The SGML Property Set contains several modules defining object classes, properties, data types and enumerated values. These modules are related to:

SGML declaration
Document prolog (base DTD, possible other DTDs, LINK process declarations)
Document instance
Support of optional features

Not all modules are required. There can be several levels of granularity with respect to the amount of information which is retained within the grove.

As an example, take the following part of an SGML declaration:

CAPACITY PUBLIC "ISO 8879-1986//CAPACITY Reference//EN"

According to the SGML standard, the RE, RS and separator characters within the literal have to be interpreted into a single SPACE character. Now, an environment can consider it useful to keep these "ignored" characters inside the grove, such that the literal is represented by the following nodelist:

...
datachar Value 'A'
datachar Value 'C'
datachar Value 'I'
datachar Value 'T'
datachar Value 'Y'
datachar Value SPACE    property intrplch Value RE
intignch Value RS
intignch Value TAB
intignch Value TAB
intignch Value SPACE
datachar Value 'R'
datachar Value 'e'
datachar Value 'f'
datachar Value 'e'
...

An optional module defines, among other things, the intrplch ("interpretation replaced character") property holding the value of the original character which was replaced and the intignch object class ("interpretation ignored character"). An environment wishing to take into account these ignored data from the input document will have to support the Base SGML document string level 1 module (the level 0 module is always required).

Wanting to retain such information may be considered as hairsplitting or of purely academic interest.

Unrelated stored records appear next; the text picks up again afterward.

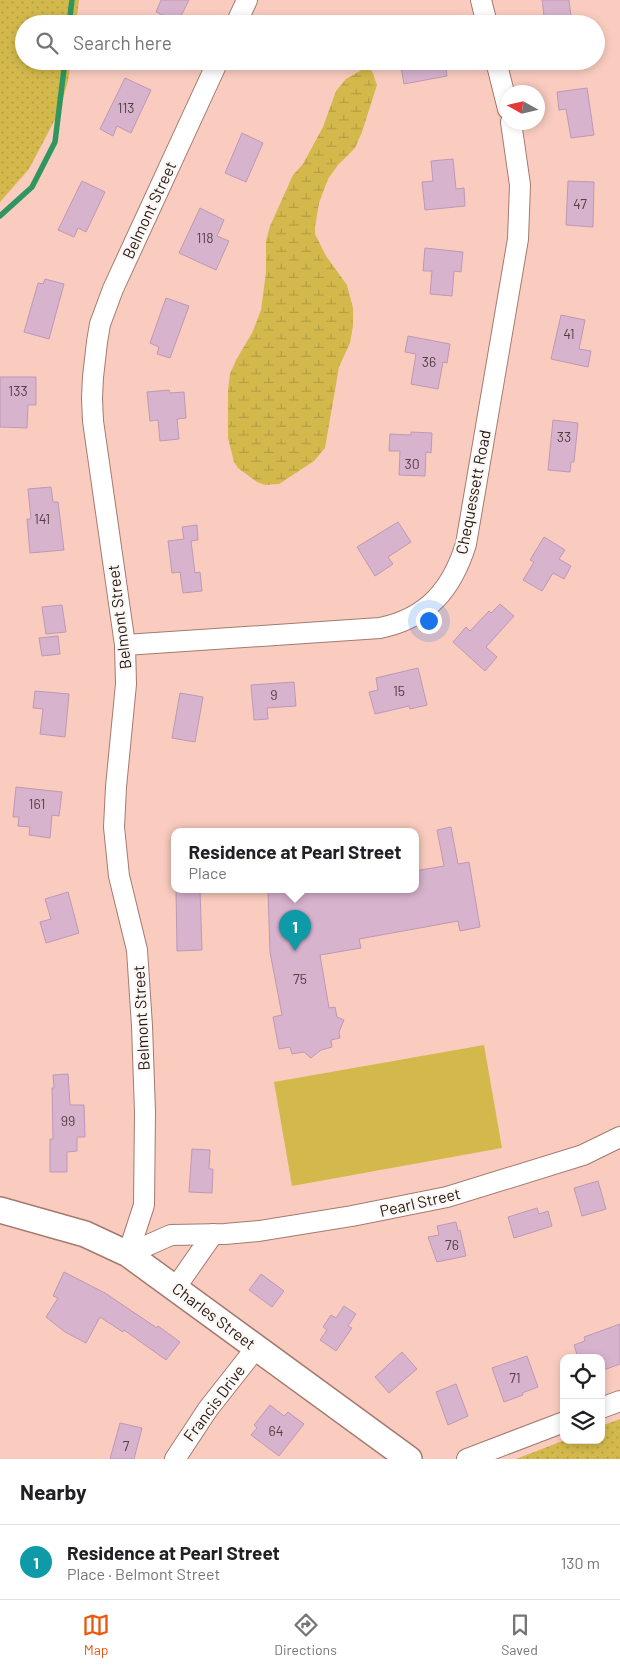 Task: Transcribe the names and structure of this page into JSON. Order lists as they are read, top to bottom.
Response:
{
  "streets": {
    "street": [
      "Belmont Street",
      "Chequessett Road",
      "Pearl Street",
      "Charles Street",
      "Francis Drive"
    ]
  },
  "crossings": [
    ["Belmont Street", "Chequessett Road"],
    ["Belmont Street", "Pearl Street"],
    ["Belmont Street", "Charles Street"],
    ["Pearl Street", "Charles Street"],
    ["Charles Street", "Francis Drive"]
  ],
  "house_numbers": [
    "113",
    "47",
    "118",
    "41",
    "36",
    "133",
    "33",
    "30",
    "141",
    "15",
    "9",
    "161",
    "75",
    "99",
    "76",
    "71",
    "64",
    "7"
  ],
  "north": "left",
  "page": {
    "search": "Search here",
    "popup": ["Residence at Pearl Street", "Place"],
    "pins": "1",
    "heading": "Nearby",
    "list": [
      {
        "mark": "1",
        "name": "Residence at Pearl Street",
        "note": "Place · Belmont Street",
        "value": "130 m"
      }
    ],
    "nav": ["Map", "Directions", "Saved"]
  }
}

Yet, in the light of the possible future evolution of SGML and related standards, it might indeed be wise not to exclude a priori any information from the SGML property set.

An application doesn't have to take into account the complete set of objects and properties. A grove is built following a grove plan, i.e. the set of classes and properties an application is interested in. A grove plan is a subset of the complete property set.

The Grove Builder

The grove builder takes one or more SGML documents, parses them and creates a source grove. The grove plan which is part of the transformation specification tells which object classes and properties have to be considered.

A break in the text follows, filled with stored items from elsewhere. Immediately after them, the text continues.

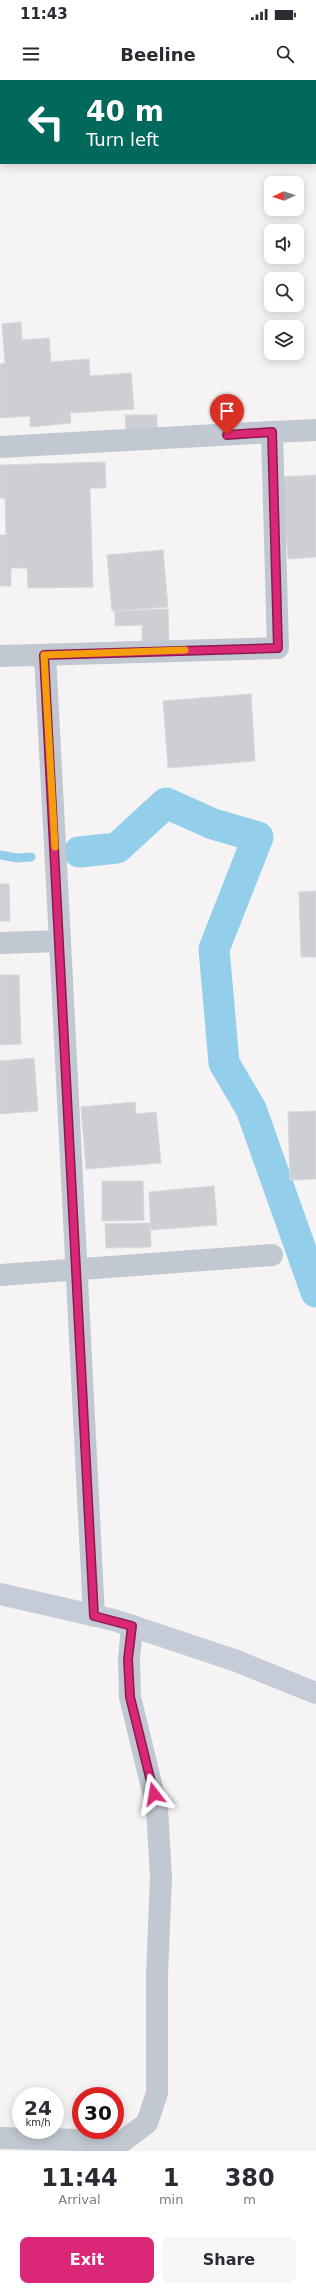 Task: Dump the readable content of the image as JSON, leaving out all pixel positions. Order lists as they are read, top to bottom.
{
  "north": "left",
  "page": {
    "status": "11:43",
    "header": "Beeline",
    "turn": ["40 m", "Turn left"],
    "speed": "24 km/h",
    "limit": "30",
    "eta": [
      "11:44",
      "Arrival",
      "1",
      "min",
      "380",
      "m"
    ],
    "buttons": ["Exit", "Share"]
  }
}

All characters in the input document are represented in a neutral way. For instance, the source document can represent the character é in different ways:

as a single character (e.g., encoded in ISO 8859-1);
as a non-spacing diacritic and the character e (two characters);
as the character e and a combining diacritic (two characters);
as the entity reference é.

Input characters are normalised into a single character repertoire, where all the same characters have the same representation. This may imply conversion between different character sets. The transformation specification contains the necessary information to guide this process.

The source grove is an internal representation, of which the user is not necessarily aware.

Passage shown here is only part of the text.